Back to Parlant

Vertex AI Service Adapter Documentation

docs/adapters/nlp/vertex.md

3.3.212.0 KB
Original Source

Vertex AI Service Adapter Documentation

Overview

The Vertex AI Service Adapter provides integration with Google Cloud's Vertex AI platform, supporting both Anthropic Claude models and Google Gemini models through their respective APIs. This adapter implements the Parlant NLP service interface for text generation, embeddings, and tokenization.

Architecture

Core Components

  • VertexAIService: Main service class implementing the NLPService interface
  • VertexAIClaudeSchematicGenerator: Generator for Claude models via Anthropic Vertex API
  • VertexAIGeminiSchematicGenerator: Generator for Gemini models via Google Gen AI API
  • VertexAIEmbedder: Text embedding service using Google's text-embedding-004 model
  • VertexAIEstimatingTokenizer: Token counting for both Claude and Gemini models

Configuration

Environment Variables

bash
# Required
VERTEX_AI_PROJECT_ID=your-gcp-project-id
VERTEX_AI_REGION=us-central1  # Put your region
VERTEX_AI_MODEL=claude-opus-4

Authentication

The adapter uses Google Application Default Credentials (ADC):

bash
# For local development
gcloud auth application-default login

# For production, use service account key or workload identity

Supported Models

Claude Models (via Anthropic Vertex API)

Short NameFull Model NameDescription
claude-opus-4claude-opus-4@20250514Most capable Claude model
claude-sonnet-4claude-sonnet-4@20250514Balanced performance and speed
claude-sonnet-3.5claude-3-5-sonnet-v2@20241022Previous generation Sonnet
claude-haiku-3.5claude-3-5-haiku@20241022Fastest Claude model

Gemini Models (via Google Gen AI API)

Short NameFull Model NameDescription
gemini-2.5-flashgemini-2.5-flashLatest fast Gemini model
gemini-2.5-progemini-2.5-proLatest pro Gemini model
gemini-2.0-flashgemini-2.0-flashPrevious generation flash
gemini-1.5-flashgemini-1.5-flash1M token context
gemini-1.5-progemini-1.5-pro2M token context

Usage

Basic Setup

python
import parlant.sdk import p
from parlant.sdk import NLPServices

async with p.Server(nlp_service=NLPServices.vertex) as server:
        agent = await server.create_agent(
            name="Healthcare Agent",
            description="Is empathetic and calming to the patient.",
        )

Direct Service Usage

python
from parlant.adapters.nlp.vertex_service import VertexAIService
from parlant.core.loggers import Logger

# Initialize service
logger = Logger()
service = VertexAIService(logger=logger)

# Get schematic generator
generator = await service.get_schematic_generator(YourSchemaClass)

# Generate content
result = await generator.generate(
    prompt="Your prompt here",
    hints={"temperature": 0.7, "max_tokens": 1000}
)

API Reference

VertexAIService

Main service class implementing the NLPService interface.

Constructor

python
def __init__(self, logger: Logger) -> None

Initializes the service with environment variables:

  • Reads VERTEX_AI_PROJECT_ID, VERTEX_AI_REGION, VERTEX_AI_MODEL
  • Validates Application Default Credentials
  • Sets up logging

Methods

get_schematic_generator
python
async def get_schematic_generator(self, t: type[T]) -> SchematicGenerator[T]
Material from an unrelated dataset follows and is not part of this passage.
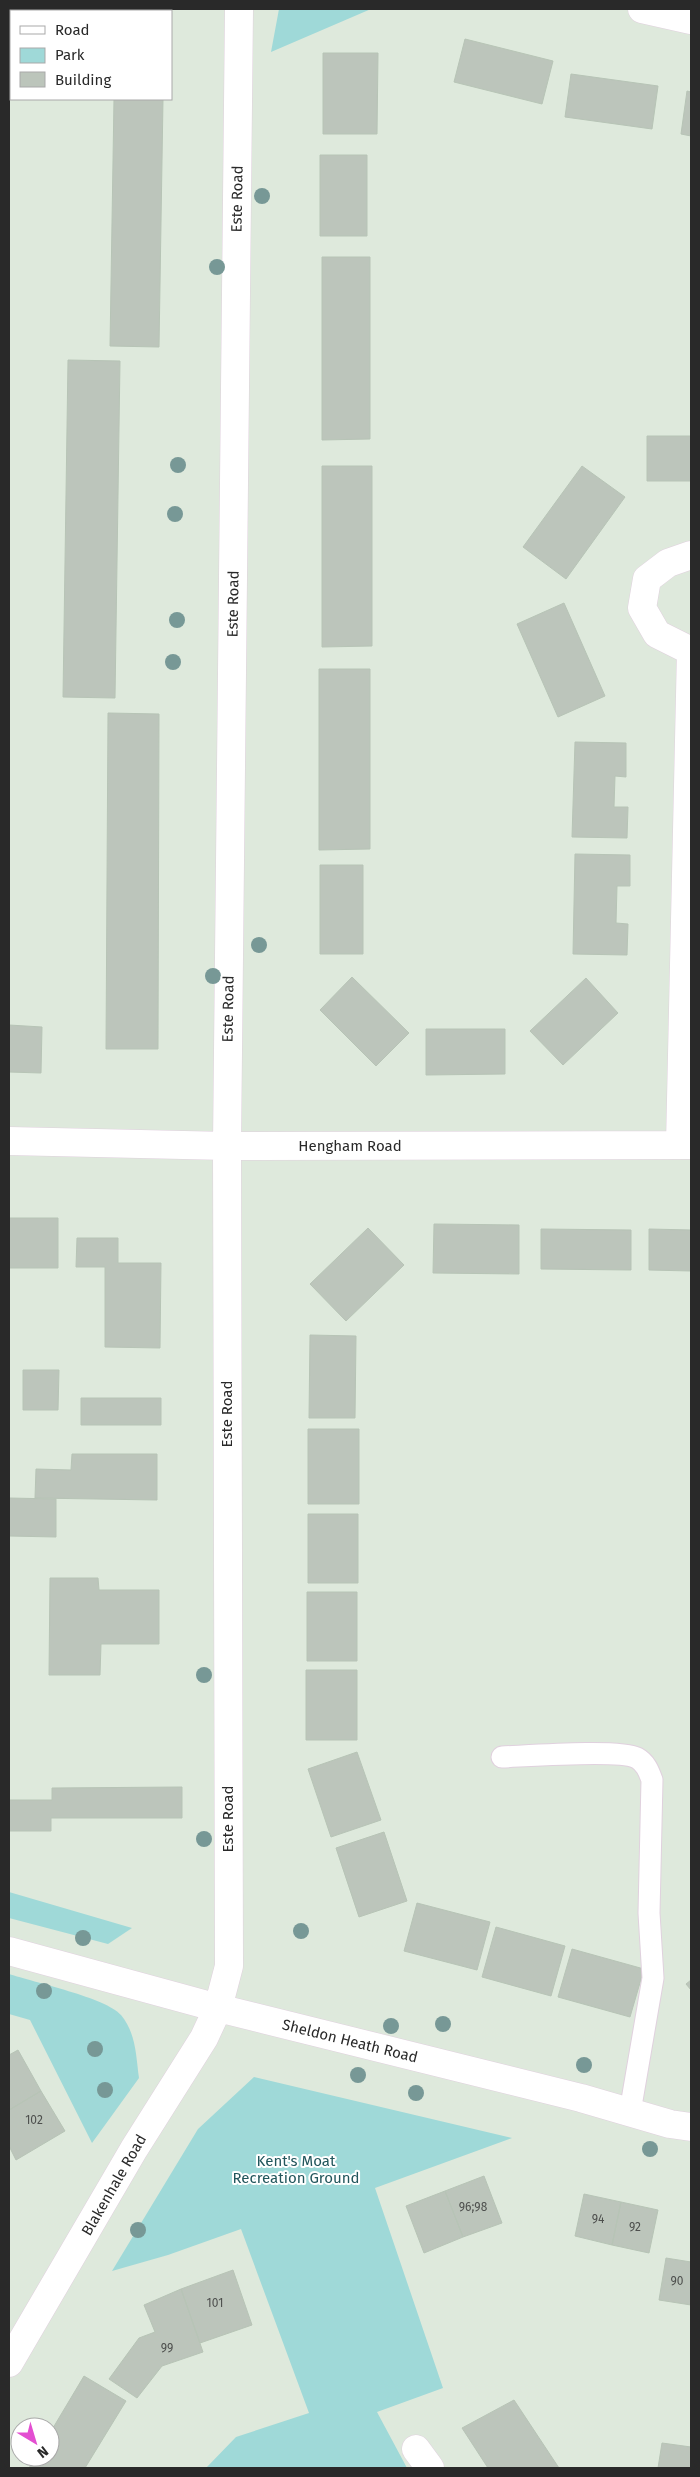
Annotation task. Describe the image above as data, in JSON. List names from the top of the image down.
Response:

Returns appropriate generator based on configured model:

  • Claude models → VertexAIClaudeSchematicGenerator
  • Gemini models → VertexAIGeminiSchematicGenerator
  • Includes fallback logic for Claude Opus 4
get_embedder
python
async def get_embedder(self) -> Embedder

Returns VertexTextEmbedding004 embedder instance.

get_moderation_service
python
async def get_moderation_service(self) -> ModerationService

Returns NoModeration service (moderation not yet implemented).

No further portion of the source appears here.